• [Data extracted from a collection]
#####
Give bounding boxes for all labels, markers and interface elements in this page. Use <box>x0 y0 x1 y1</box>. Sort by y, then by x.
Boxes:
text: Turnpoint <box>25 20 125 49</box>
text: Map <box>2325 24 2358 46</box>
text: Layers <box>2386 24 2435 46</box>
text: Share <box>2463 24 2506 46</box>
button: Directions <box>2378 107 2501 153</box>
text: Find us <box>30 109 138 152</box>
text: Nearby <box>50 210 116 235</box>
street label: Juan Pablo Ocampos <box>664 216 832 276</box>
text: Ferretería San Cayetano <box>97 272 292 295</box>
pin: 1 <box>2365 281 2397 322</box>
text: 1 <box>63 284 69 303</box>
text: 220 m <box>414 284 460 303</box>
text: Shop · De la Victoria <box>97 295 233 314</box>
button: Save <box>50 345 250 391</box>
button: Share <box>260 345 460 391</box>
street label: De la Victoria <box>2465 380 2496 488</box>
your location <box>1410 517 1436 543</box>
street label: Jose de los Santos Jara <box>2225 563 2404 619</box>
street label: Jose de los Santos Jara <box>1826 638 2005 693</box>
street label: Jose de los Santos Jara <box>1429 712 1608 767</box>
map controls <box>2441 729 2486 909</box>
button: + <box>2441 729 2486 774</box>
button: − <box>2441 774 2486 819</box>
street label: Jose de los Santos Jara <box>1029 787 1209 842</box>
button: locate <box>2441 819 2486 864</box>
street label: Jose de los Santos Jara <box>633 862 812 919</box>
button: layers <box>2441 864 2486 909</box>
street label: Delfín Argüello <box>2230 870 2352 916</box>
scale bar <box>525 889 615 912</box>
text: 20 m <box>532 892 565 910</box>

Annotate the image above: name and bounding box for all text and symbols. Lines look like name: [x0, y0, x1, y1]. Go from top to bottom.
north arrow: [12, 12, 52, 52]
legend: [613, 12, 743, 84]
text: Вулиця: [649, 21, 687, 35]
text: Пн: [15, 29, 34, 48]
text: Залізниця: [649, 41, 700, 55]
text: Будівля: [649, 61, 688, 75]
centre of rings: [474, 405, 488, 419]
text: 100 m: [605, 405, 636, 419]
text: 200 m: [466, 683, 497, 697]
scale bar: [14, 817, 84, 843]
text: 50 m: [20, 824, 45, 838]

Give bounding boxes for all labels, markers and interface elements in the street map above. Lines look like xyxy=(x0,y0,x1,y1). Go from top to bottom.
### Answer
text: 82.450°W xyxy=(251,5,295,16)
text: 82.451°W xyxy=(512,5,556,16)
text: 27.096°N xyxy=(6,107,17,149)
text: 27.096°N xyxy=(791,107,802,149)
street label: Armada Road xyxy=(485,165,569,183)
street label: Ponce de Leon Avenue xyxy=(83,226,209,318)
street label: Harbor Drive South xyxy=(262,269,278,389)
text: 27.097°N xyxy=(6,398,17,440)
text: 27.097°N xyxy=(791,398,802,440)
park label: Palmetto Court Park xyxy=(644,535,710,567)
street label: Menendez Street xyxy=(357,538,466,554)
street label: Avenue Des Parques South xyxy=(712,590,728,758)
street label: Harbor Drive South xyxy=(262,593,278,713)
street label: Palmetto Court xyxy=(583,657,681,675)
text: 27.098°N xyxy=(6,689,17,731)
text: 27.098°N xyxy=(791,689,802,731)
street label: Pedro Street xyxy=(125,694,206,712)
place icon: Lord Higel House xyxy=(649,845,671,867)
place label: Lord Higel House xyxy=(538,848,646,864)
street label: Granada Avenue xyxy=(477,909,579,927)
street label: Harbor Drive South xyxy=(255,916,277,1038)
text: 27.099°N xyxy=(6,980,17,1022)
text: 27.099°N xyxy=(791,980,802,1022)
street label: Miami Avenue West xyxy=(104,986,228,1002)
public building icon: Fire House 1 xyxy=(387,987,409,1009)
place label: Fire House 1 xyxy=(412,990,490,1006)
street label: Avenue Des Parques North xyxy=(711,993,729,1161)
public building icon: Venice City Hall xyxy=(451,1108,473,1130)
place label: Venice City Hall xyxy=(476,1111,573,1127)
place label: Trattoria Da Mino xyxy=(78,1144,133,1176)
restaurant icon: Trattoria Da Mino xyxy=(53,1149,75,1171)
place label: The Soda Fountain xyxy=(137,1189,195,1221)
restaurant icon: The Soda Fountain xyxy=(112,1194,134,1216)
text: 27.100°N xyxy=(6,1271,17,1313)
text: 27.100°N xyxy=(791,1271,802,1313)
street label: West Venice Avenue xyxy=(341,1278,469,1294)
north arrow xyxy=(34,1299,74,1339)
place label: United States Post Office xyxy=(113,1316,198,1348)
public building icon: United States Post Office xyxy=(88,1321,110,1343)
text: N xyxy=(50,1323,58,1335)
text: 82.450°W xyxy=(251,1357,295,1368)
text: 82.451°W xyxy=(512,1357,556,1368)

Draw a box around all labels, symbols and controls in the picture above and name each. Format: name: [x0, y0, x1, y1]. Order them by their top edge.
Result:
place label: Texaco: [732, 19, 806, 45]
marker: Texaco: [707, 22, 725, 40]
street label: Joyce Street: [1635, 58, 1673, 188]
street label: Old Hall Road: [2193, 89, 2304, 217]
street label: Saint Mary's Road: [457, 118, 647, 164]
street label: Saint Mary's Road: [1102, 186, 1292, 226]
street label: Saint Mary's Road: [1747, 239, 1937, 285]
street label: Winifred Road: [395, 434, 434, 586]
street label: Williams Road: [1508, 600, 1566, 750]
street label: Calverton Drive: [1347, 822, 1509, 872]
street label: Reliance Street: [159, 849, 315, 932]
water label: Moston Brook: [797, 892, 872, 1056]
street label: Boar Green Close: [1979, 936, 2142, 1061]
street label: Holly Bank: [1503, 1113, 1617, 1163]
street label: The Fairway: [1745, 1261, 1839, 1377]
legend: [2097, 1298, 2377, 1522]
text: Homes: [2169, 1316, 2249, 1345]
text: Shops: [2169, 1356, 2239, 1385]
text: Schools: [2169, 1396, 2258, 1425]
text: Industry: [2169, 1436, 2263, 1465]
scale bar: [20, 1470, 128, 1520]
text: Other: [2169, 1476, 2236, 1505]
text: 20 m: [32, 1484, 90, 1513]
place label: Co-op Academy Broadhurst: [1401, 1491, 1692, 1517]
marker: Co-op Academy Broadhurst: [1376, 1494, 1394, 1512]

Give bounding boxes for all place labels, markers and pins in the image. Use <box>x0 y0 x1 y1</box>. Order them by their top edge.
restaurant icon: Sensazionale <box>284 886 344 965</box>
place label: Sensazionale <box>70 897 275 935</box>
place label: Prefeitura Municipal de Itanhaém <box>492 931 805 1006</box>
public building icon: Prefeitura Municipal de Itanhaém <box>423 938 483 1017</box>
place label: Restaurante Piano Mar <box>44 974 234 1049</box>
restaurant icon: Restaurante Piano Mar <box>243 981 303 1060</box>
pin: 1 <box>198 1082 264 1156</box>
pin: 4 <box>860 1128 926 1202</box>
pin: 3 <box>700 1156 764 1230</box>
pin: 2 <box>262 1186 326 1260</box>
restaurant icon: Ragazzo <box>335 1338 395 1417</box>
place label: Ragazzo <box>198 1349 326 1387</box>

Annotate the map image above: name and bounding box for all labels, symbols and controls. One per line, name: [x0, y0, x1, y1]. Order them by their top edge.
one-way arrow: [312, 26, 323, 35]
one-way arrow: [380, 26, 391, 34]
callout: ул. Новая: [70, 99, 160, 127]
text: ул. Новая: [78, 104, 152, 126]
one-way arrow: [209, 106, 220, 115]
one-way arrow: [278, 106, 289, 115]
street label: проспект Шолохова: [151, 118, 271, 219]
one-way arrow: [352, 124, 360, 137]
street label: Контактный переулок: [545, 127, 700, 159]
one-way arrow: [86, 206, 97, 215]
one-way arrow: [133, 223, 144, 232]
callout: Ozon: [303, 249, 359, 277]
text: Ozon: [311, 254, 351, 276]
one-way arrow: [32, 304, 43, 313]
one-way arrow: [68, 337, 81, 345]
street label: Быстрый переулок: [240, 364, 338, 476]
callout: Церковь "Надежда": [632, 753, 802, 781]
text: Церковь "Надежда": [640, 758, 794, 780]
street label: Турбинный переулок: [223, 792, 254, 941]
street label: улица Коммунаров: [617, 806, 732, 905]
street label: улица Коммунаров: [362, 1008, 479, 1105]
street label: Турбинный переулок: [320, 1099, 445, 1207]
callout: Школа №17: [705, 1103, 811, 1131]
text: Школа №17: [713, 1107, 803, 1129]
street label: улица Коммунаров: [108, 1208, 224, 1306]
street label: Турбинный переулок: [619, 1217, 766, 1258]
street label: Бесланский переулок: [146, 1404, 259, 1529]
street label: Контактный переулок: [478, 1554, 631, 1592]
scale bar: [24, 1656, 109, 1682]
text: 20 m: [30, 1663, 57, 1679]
#####
• [TASK BRIEF] Of the records above, copy each line that includes "Post".

• [EXERCISE ANSWER]
place label: United States Post Office xyxy=(113,1316,198,1348)
public building icon: United States Post Office xyxy=(88,1321,110,1343)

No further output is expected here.